The massive rush to own them that many forecasted hasn’t happened yet. They remain more of a hobbyist curiosity, but are increasingly popular. Sales this year are expected to total about 700,000 in the US, a 63 per cent increase on 2014, according to the Consumer Electronics Association.

But those new owners, as well as existing drone aficionados, need to be aware of incoming changes to legislation in Ireland (or in the US, proposed regulation) that will pose additional ownership responsibilities.

In Ireland, all drones weighing over 1kg – including those already purchased – will need to be registered with the Irish Aviation Authority (IAA) starting on December 21st. The IAA says details of this process will be posted to its website, iaa.ie, in December.

In the meantime, there’s a handy chart noting the responsibilities of drone ownership in the Remote Piloted Aircraft Systems section (iaa.ie/Remote-Piloted-Aircraft-Systems).

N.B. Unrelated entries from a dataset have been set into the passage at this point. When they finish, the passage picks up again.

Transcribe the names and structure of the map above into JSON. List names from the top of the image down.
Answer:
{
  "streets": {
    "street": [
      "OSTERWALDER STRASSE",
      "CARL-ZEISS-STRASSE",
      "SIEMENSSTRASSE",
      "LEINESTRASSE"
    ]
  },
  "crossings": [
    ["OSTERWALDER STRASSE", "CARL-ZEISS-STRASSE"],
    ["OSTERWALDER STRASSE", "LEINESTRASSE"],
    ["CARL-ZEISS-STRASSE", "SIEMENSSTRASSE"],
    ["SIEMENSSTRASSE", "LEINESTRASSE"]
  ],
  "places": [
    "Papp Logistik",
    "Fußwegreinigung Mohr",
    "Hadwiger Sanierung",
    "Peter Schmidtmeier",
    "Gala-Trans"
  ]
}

There are a lot of don’ts on that chart that might surprise some amateur drone pilots, including the fact that you aren’t supposed to fly them at all over any urban or built-up area – city, town or village.

Over in the US, the Federal Aviation Authority (FAA) has just proposed fresh regulation for the devices that, if approved, will be more restrictive than that in Ireland as far as registering the devices goes, but remains somewhat less restrictive in terms of flying them.

Under the US proposals, drones as small as 250g would have to registered and basic details placed on a federal database, to create traceability between a drone and its owner. The registration number would be issued for the drone owner, not the individual drone. Drones would need to display the registration number of the owner on the drone’s body or, alternatively, the individual serial number of each drone would need to be on file against the owner’s registration number.

Enforcement

The problem with all of this existing and proposed regulation is enforcement.

For example, the FAA – and I’d guess the IAA too – seems most likely to introduce registration as a post-purchase requirement, rather than at point of sale. But how many owners are likely to comply? No doubt, the ones who do will be those who are most likely to adhere to all the operational rules as well.

The issue is the people who don’t comply.

To have any chance of producing a meaningful database, drone registration should happen at point of sale. Otherwise, as with dog licences, people will only randomly do what they’re supposed to do.

And who will head out to check whether airborne drones are being operated within height restrictions and away from places in which they aren’t supposed to operate? Gardaí? Somehow, I think this won’t top their policing agenda.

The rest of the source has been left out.